WHAT THE TASK ASKS: Skip the images; return every entry exactly.
━━ INFORMATION SHOWN
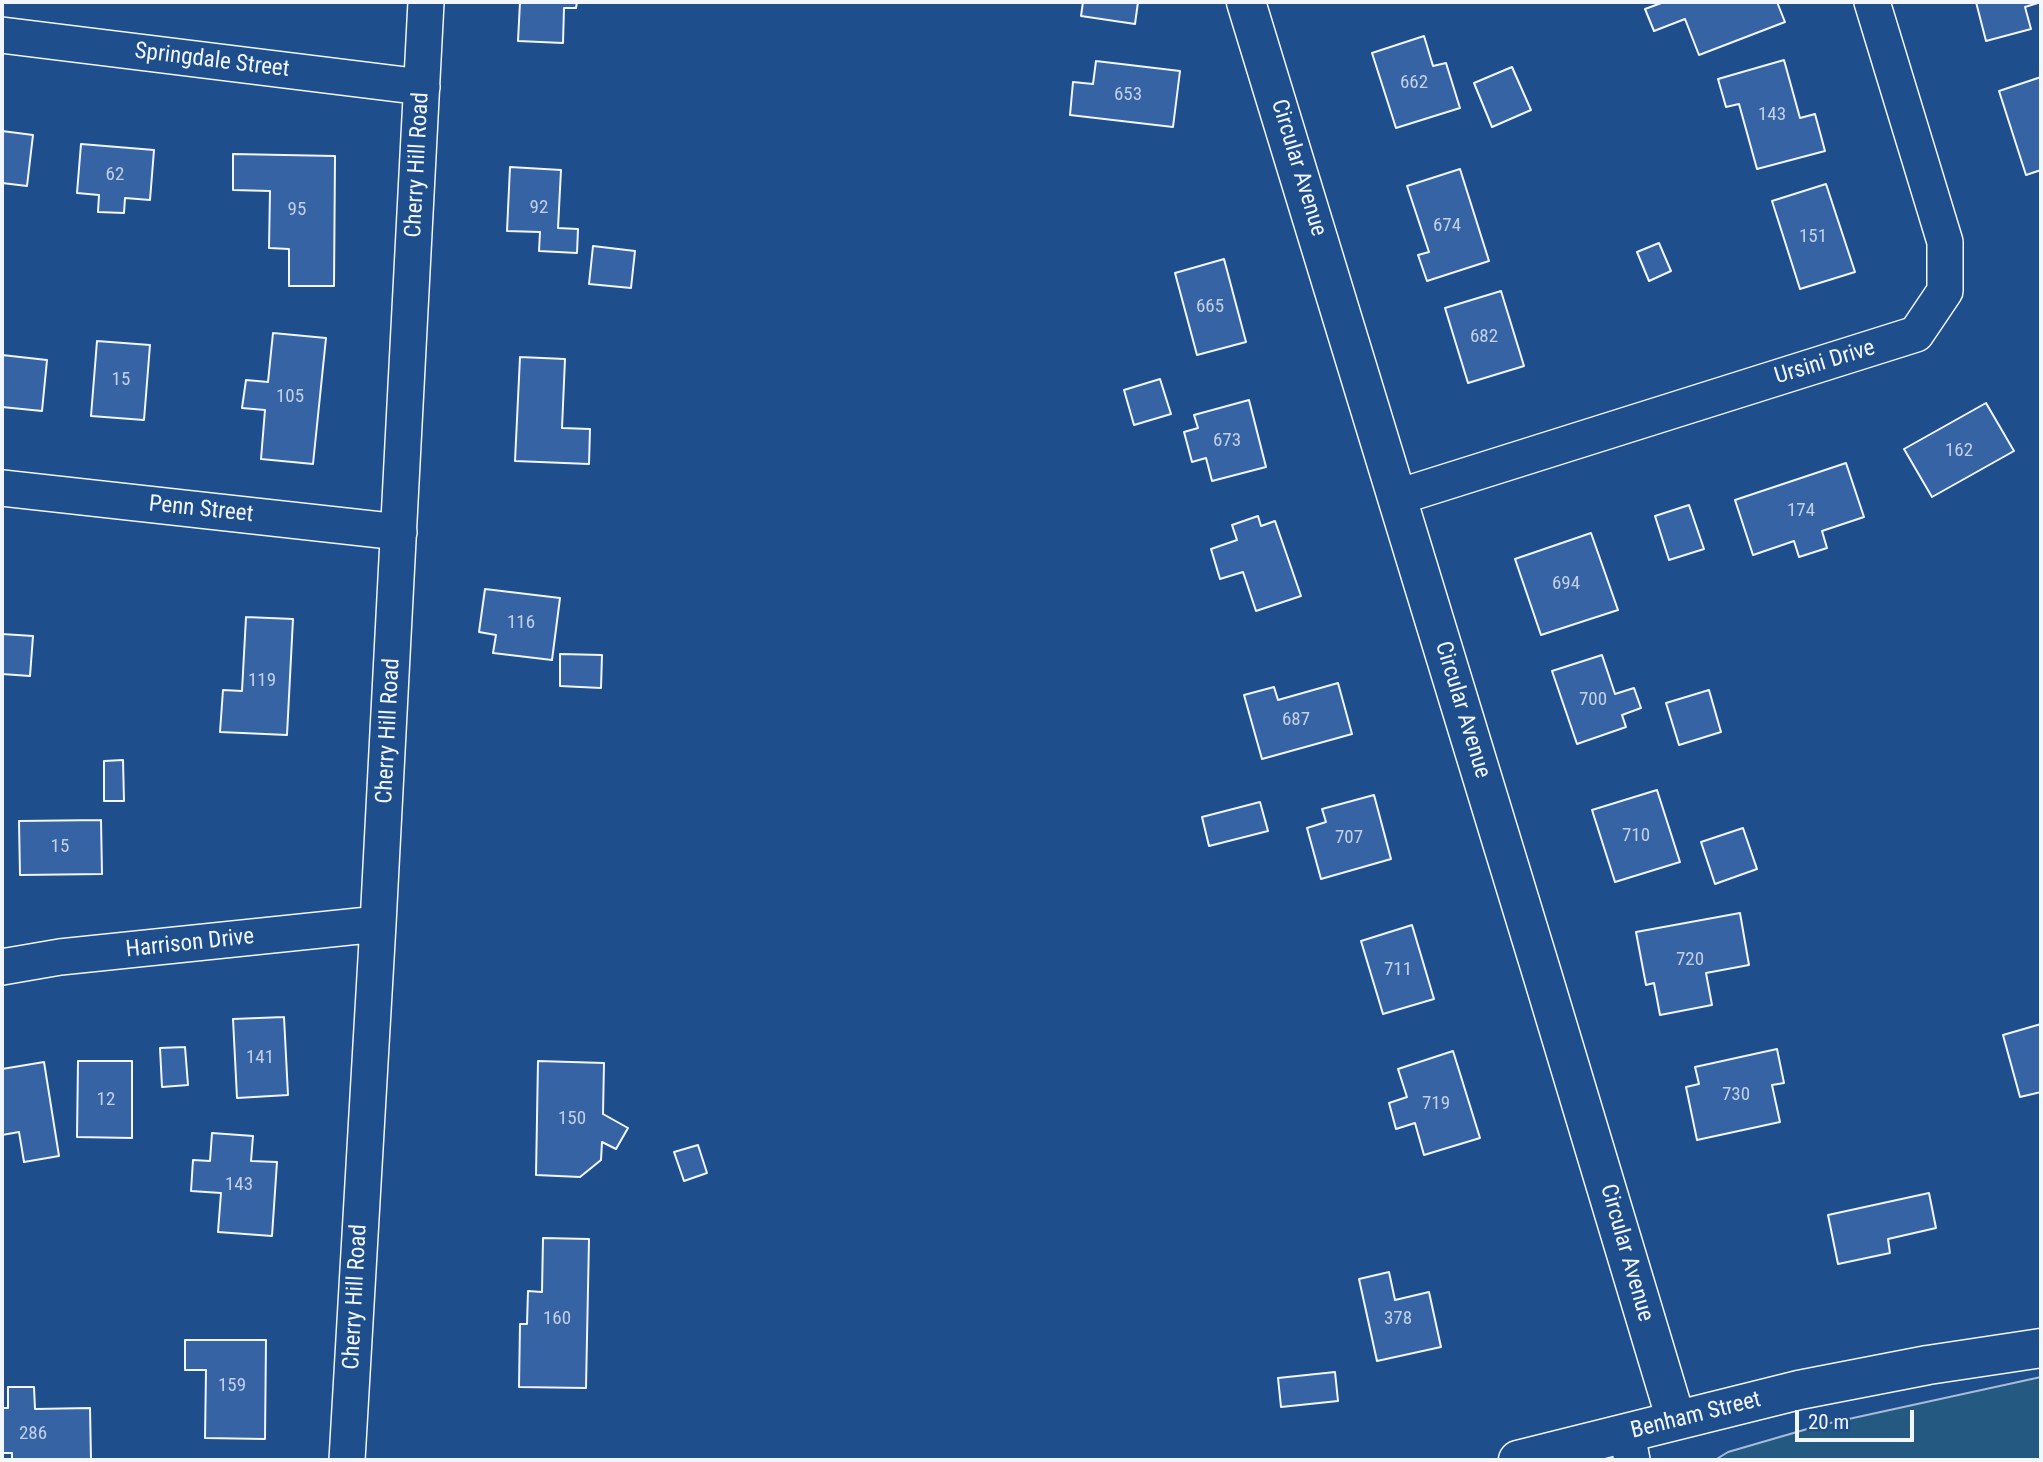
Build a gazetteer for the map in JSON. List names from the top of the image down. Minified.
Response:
{"streets":{"main road":["Circular Avenue","Benham Street"],"street":["Springdale Street","Cherry Hill Road","Ursini Drive","Penn Street","Harrison Drive"]},"crossings":[["Springdale Street","Cherry Hill Road"],["Cherry Hill Road","Penn Street"],["Cherry Hill Road","Harrison Drive"],["Circular Avenue","Ursini Drive"],["Circular Avenue","Benham Street"]],"house_numbers":["662","653","143","62","92","95","674","151","665","682","15","105","673","162","174","694","116","119","700","687","710","707","15","720","711","141","730","12","719","150","143","160","378","159","286"],"scale_bar":"20 m"}
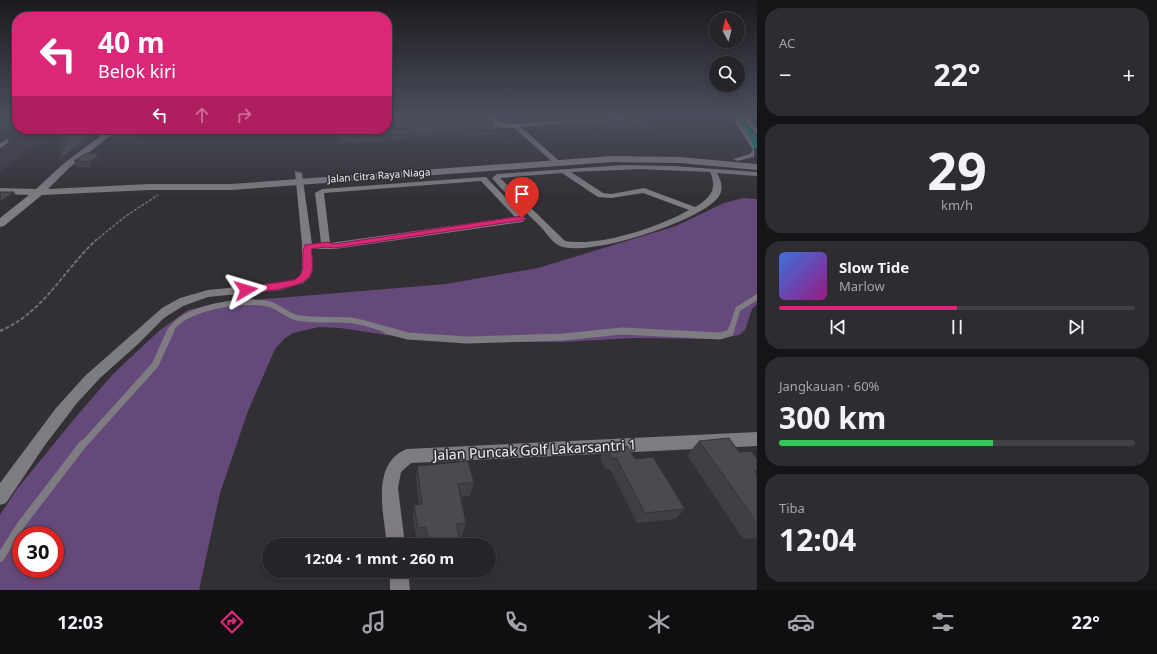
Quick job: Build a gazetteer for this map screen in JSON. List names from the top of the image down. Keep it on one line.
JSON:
━━━━
SOLUTION FOR THIS PROBLEM:
Build a gazetteer for the map in JSON. List names from the top of the image down. Minified.
Response:
{"streets":{"main road":["Circular Avenue","Benham Street"],"street":["Springdale Street","Cherry Hill Road","Ursini Drive","Penn Street","Harrison Drive"]},"crossings":[["Springdale Street","Cherry Hill Road"],["Cherry Hill Road","Penn Street"],["Cherry Hill Road","Harrison Drive"],["Circular Avenue","Ursini Drive"],["Circular Avenue","Benham Street"]],"house_numbers":["662","653","143","62","92","95","674","151","665","682","15","105","673","162","174","694","116","119","700","687","710","707","15","720","711","141","730","12","719","150","143","160","378","159","286"],"scale_bar":"20 m"}
Quick job: Build a gazetteer for this map screen in JSON. List names from the top of the image down. Keep it on one line.
JSON:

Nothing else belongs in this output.